The program also will focus on improving the economic prospects of people with low incomes or no income, connecting them with work-force development and job training. And more money will be invested in getting better data on homeless families to understand the problem.
"It is difficult to assess progress if you don't have good numbers," Bley said, "and it is very difficult to serve individual parents and children well if no one is tracking their needs, the support they get and the progress they are making."
"Gains being lost"
The Gates Foundation has previously given $40 million in grants to help homeless families and learn how to better tackle the problem. Grants to help homeless families are part of the foundation's Pacific Northwest giving, which totaled $33 million in 2009.

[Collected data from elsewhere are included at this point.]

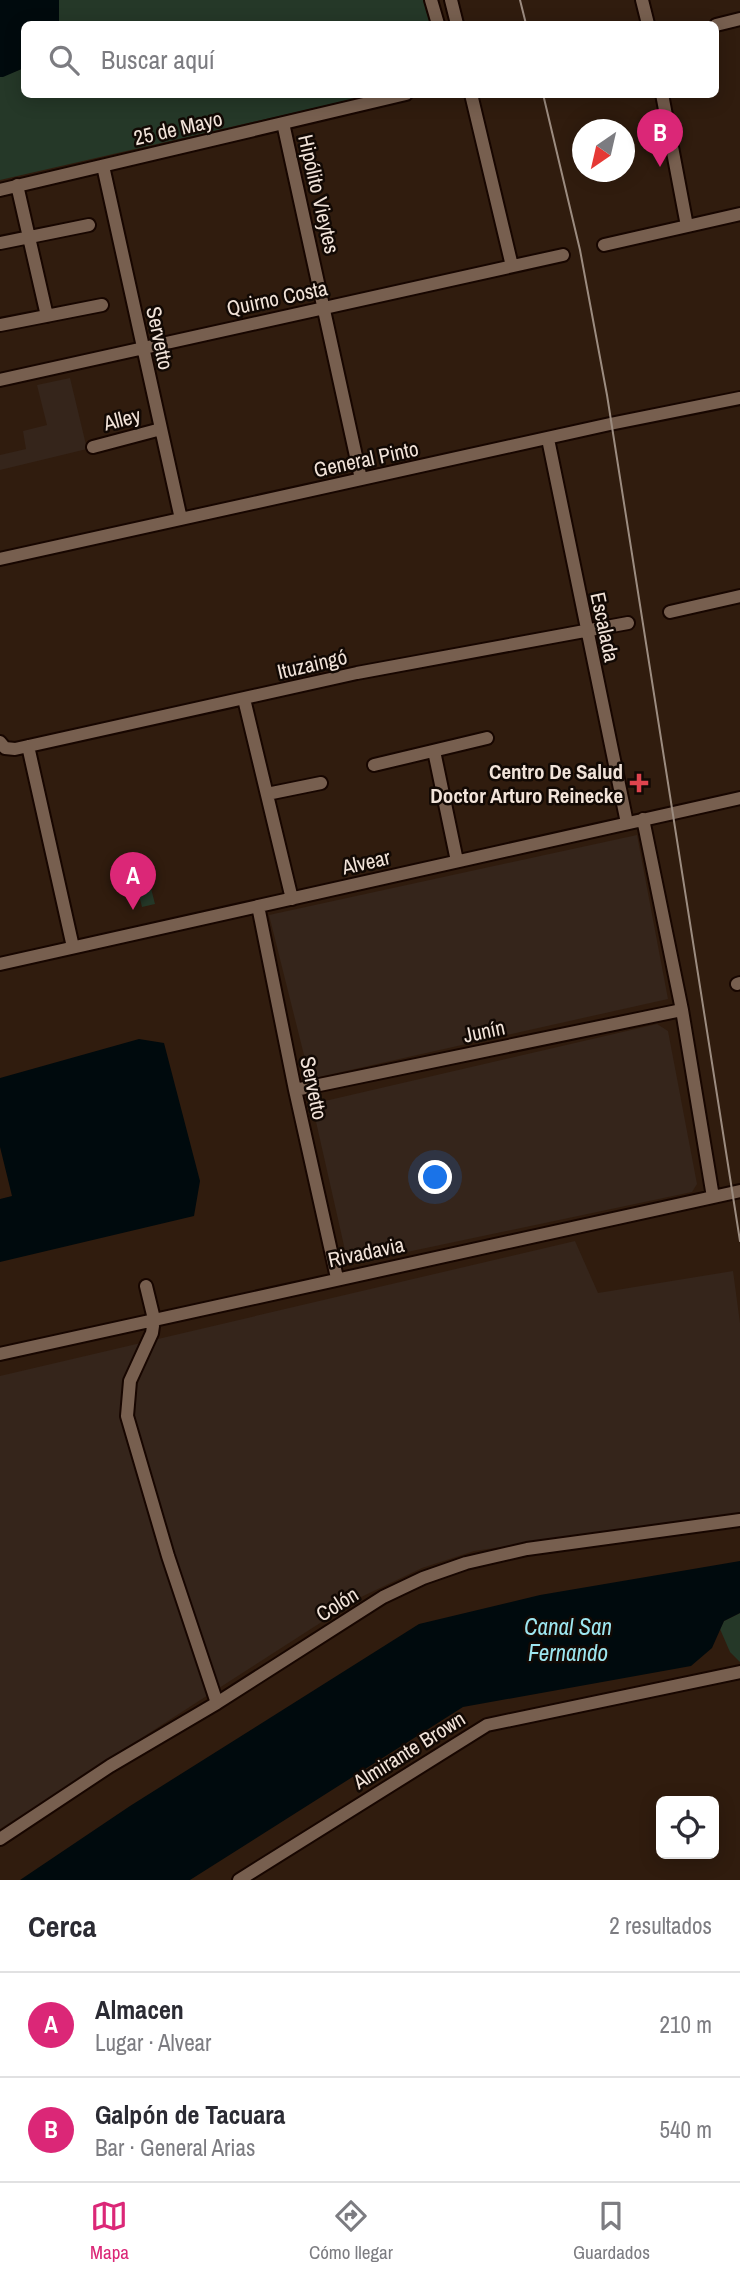 <!DOCTYPE html>
<html lang="es">
<head>
<meta charset="utf-8">
<style>
	:root { --surface:#fff; --page:#f7f7f7; --text:#2b2b33; --muted:#7c7c81; --line:#e1e1e2; --accent:#db2777 }
	body { margin:0; font-family:"Archivo Narrow",sans-serif; background:var(--page); color:var(--text) }
	.controls { position:absolute; right:21px; bottom:21px; display:grid; overflow:hidden; border-radius:10px; box-shadow:0 4px 18px #0003 }
	.controls button { width:63px; height:63px; display:grid; place-items:center; padding:0; border:0; border-bottom:2px solid var(--line); background:var(--surface); color:var(--text); font:35px sans-serif }
	.compass { position:absolute; left:572px; top:119px; width:63px; height:63px; border-radius:50%; background:var(--surface); box-shadow:0 4px 18px #0003; rotate:214deg }
	.you { position:absolute; left:436px; top:1178px; width:24px; height:24px; margin:-18px; border:5px solid #fff; border-radius:50%; background:#1a73e8; box-shadow:0 0 0 10px #1a73e833 }
	.badge { display:grid; place-items:center; width:46px; height:46px; border-radius:50%; background:var(--accent); color:#fff; font-size:23px; font-weight:700 }
	.pin { position:absolute; translate:-50% -58px; filter:drop-shadow(0 2px 4px #0008) }
	.pin::after { content:''; position:absolute; top:37px; width:24px; height:21px; background:inherit; clip-path:polygon(0 0,100% 0,50% 100%) }
	.list { margin:0; padding:0; list-style:none }
	h2 { display:flex; justify-content:space-between; align-items:center; height:91px; margin:0; padding:0 28px; font-size:30px }
	h2 small { font-size:23px; font-weight:400; color:var(--muted) }
	.list li { display:grid; grid-template-columns:46px 1fr auto; gap:21px; align-items:center; box-sizing:border-box; height:105px; padding:0 28px; border-top:2px solid var(--line) }
	.list b { display:block; font-size:26px; white-space:nowrap }
	.list p { margin:0; font-size:23px; white-space:nowrap; color:var(--muted) }
	.list em { font-size:23px; font-style:normal; color:var(--muted) }
	.icon { flex:none; width:38px; height:38px; fill:none; stroke:currentColor; stroke-width:2; stroke-linecap:round; stroke-linejoin:round }
	.map { position:relative; flex:none; width:740px; height:1880px; overflow:hidden }
	.search { position:absolute; background:var(--surface); box-shadow:0 4px 18px #0003; left:21px; right:21px; top:21px; height:77px; display:flex; align-items:center; gap:18px; box-sizing:border-box; padding:0 24px; border-radius:10px; color:var(--muted); font-size:26px }
	.sheet { height:301px; background:var(--surface) }
	nav { display:flex; justify-content:space-around; align-items:center; box-sizing:border-box; height:98px; border-top:2px solid var(--line); background:var(--surface); font-size:19px; color:var(--muted) }
	nav a { display:grid; justify-items:center; gap:4px }
	nav .on { color:var(--accent) }
	.map>svg:first-child { display:block }
	.industrial { fill:#35251b }
	.green { fill:#253828 }
	.water { fill:#000a0d }
	.lines { fill:none; stroke-linecap:round; stroke-linejoin:round }
	.street-casing { stroke:#170600; stroke-width:16 }
	.street { stroke:#775f4f; stroke-width:12 }
	.tram { stroke:#9c8c80; stroke-width:2 }
	.health-dot { fill:#e0444e; stroke:#120904; stroke-width:2.5 }
	.labels { text-anchor:middle; dominant-baseline:central; stroke-width:5; stroke-linejoin:round; paint-order:stroke }
	.street-label { font-size:21px; fill:#f1e3d9; stroke:#120904 }
	.poi-label { font-size:21px; font-weight:bold; fill:#f1e3d9; stroke:#120904; text-anchor:end }
	.water-label { font-size:23px; font-style:italic; fill:#9de6f0; stroke:#120904 }
</style>
</head>
<body>
<div class="map">
<svg width="740" height="1880" viewBox="0 0 740 1880">
	<rect width="100%" height="100%" fill="#301c0e"/>
	<path class="industrial" d="M 70,378 L 87,449 L 0,470 L 0,455 L 26,449 L 23,431 L 47,425 L 37,385 Z
		M 637,835 L 668,999 L 310,1079 L 269,915 Z
		M 657,1024 L 668,1031 L 697,1184 L 692,1192 L 355,1263 L 347,1259 L 312,1104 Z
		M 575,1241 L 598,1293 L 733,1271 L 740,1323 L 740,1513 L 474,1551 L 422,1568 L 359,1598 L 0,1829 L 0,1376 Z"/>
	<path class="green" d="M 59,0 L 423,0 L 430,24 L 59,24 Z
		M 24,68 L 24,94 L 371,95 L 0,180 L 0,77 Z
		M 143,857 L 155,904 L 142,907 L 130,859 Z
		M 740,1613 L 740,1662 L 730,1652 L 720,1629 L 724,1621 Z"/>
	<path class="water" d="M 0,0 L 59,0 L 59,24 L 24,24 L 24,68 L 3,77 L 0,77 Z
		M 139,1039 L 164,1043 L 200,1181 L 194,1216 L 0,1262 L 0,1199 L 12,1196 L 0,1147 L 0,1078 Z
		M 740,1561 L 740,1613 L 724,1621 L 712,1648 L 691,1666 L 463,1707 L 190,1880 L 20,1880 L 130,1806 L 419,1624 L 540,1595 Z"/>
	<g class="lines">
		<defs>
			<path id="street" d="M 431,0 L 438,24
				M 451,0 L 457,24
				M 642,0 L 648,24
				M 716,25 L 740,19
				M 471,94 L 512,266
				M 662,94 L 687,226
				M 283,123 L 361,479
				M 103,166 L 181,519
				M 17,185 L 47,316
				M 0,190 L 406,94
				M 0,243 L 89,225
				M 604,245 L 740,214
				M 0,325 L 102,305
				M 0,380 L 563,255
				M 548,439 L 627,823
				M 93,447 L 161,429
				M 0,559 L 610,424 L 740,398
				M 670,612 L 740,596
				M 244,699 L 292,899
				M 0,742 L 5,748 L 15,749 L 357,673 L 628,623
				M 28,746 L 73,947
				M 434,751 L 457,861
				M 374,765 L 487,738
				M 267,794 L 321,783
				M 643,819 L 682,1010 L 713,1197
				M 258,906 L 295,1090 L 337,1278
				M 0,964 L 740,798
				M 737,984 L 740,983
				M 295,1090 L 682,1010
				M 146,1286 L 154,1319 L 152,1333 L 130,1381 L 127,1416 L 168,1556 L 217,1703
				M 0,1354 L 740,1191
				M 0,1839 L 110,1766 L 217,1703 L 383,1597 L 423,1578 L 466,1563 L 527,1549 L 740,1520
				M 239,1880 L 487,1725 L 740,1672"/>
		</defs>
		<use href="#street" class="street-casing"/>
		<use href="#street" class="street"/>
		<path class="tram" d="M 520,0 L 526,24
			M 543,94 L 580,250 L 607,395 L 740,1241"/>
	</g>
	<path class="health-dot" d="M635.5 772.5h7v7h7v7h-7v7h-7v-7h-7v-7h7z"/>
	<g class="labels">
		<g class="street-label">
			<text transform="translate(178 128) rotate(-13)">25 de Mayo</text>
			<text transform="translate(319 194) rotate(77)">Hipólito Vieytes</text>
			<text transform="translate(277 298) rotate(-12)">Quirno Costa</text>
			<text transform="translate(160 338) rotate(78)">Servetto</text>
			<text transform="translate(122 419) rotate(-14)">Alley</text>
			<text transform="translate(366 459) rotate(-12)">General Pinto</text>
			<text transform="translate(605 627) rotate(78)">Escalada</text>
			<text transform="translate(312 664) rotate(-13)">Ituzaingó</text>
			<text transform="translate(366 862) rotate(-13)">Alvear</text>
			<text transform="translate(484 1031) rotate(-12)">Junín</text>
			<text transform="translate(314 1088) rotate(78)">Servetto</text>
			<text transform="translate(366 1252) rotate(-12)">Rivadavia</text>
			<text transform="translate(337 1604) rotate(-32)">Colón</text>
			<text transform="translate(409 1750) rotate(-32)">Almirante Brown</text>
		</g>
		<g class="poi-label">
			<text x="623" y="771">Centro De Salud<tspan x="623" dy="24">Doctor Arturo Reinecke</tspan></text>
		</g>
		<g class="water-label">
			<text x="568" y="1626">Canal San<tspan x="568" dy="26">Fernando</tspan></text>
		</g>
	</g>
</svg>
<div class="controls">
<button><svg class="icon" aria-label="locate" viewBox="0 0 24 24"><circle cx="12" cy="12" r="6"/><path d="M12 2v4M12 18v4M2 12h4M18 12h4"/></svg></button>
</div>
<svg class="compass" viewBox="-18 -18 36 36"><path d="M0-13l5 13h-10z" fill="#e53935"/><path d="M0 13l5-13h-10z" fill="#7c7c81"/></svg>
<div class="you"></div>
<div class="pin badge" style="left:133px;top:910px">A</div>
<div class="pin badge" style="left:660px;top:167px">B</div>
<div class="search"><svg class="icon" aria-label="search" viewBox="0 0 24 24"><circle cx="10" cy="10" r="6"/><path d="M15 15l6 6"/></svg>Buscar aquí</div>
</div>
<section class="sheet">
<h2>Cerca<small>2 resultados</small></h2>
<ul class="list">
<li><span class="badge">A</span><div><b>Almacen</b><p>Lugar · Alvear</p></div><em>210 m</em></li>
<li><span class="badge">B</span><div><b>Galpón de Tacuara</b><p>Bar · General Arias</p></div><em>540 m</em></li>
</ul>
</section>
<nav>
<a class="on"><svg class="icon" aria-label="map" viewBox="0 0 24 24"><path d="M3 6l6-2 6 2 6-2v14l-6 2-6-2-6 2zM9 4v14M15 6v14"/></svg>Mapa</a>
<a><svg class="icon" aria-label="directions" viewBox="0 0 24 24"><path d="M12 3l9 9-9 9-9-9zM9 14v-3h6M13 9l2 2-2 2"/></svg>Cómo llegar</a>
<a><svg class="icon" aria-label="saved" viewBox="0 0 24 24"><path d="M7 4h10v16l-5-4-5 4z"/></svg>Guardados</a>
</nav>
</body>
</html>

While that money is only a fraction of the billions the foundation gives away globally, it does make it the largest private human-service grantmaker in the state, said T.J. Bucholz, Gates Foundation senior program officer.
Washington is studying the practices of other communities that have managed to reduce homelessness by 40 to 50 percent. But even the most effective programs are seeing some erosion of progress.
"That's what was really frightening about the current economic climate," Bley said. "We see a lot of those gains being lost in those communities that were very innovative."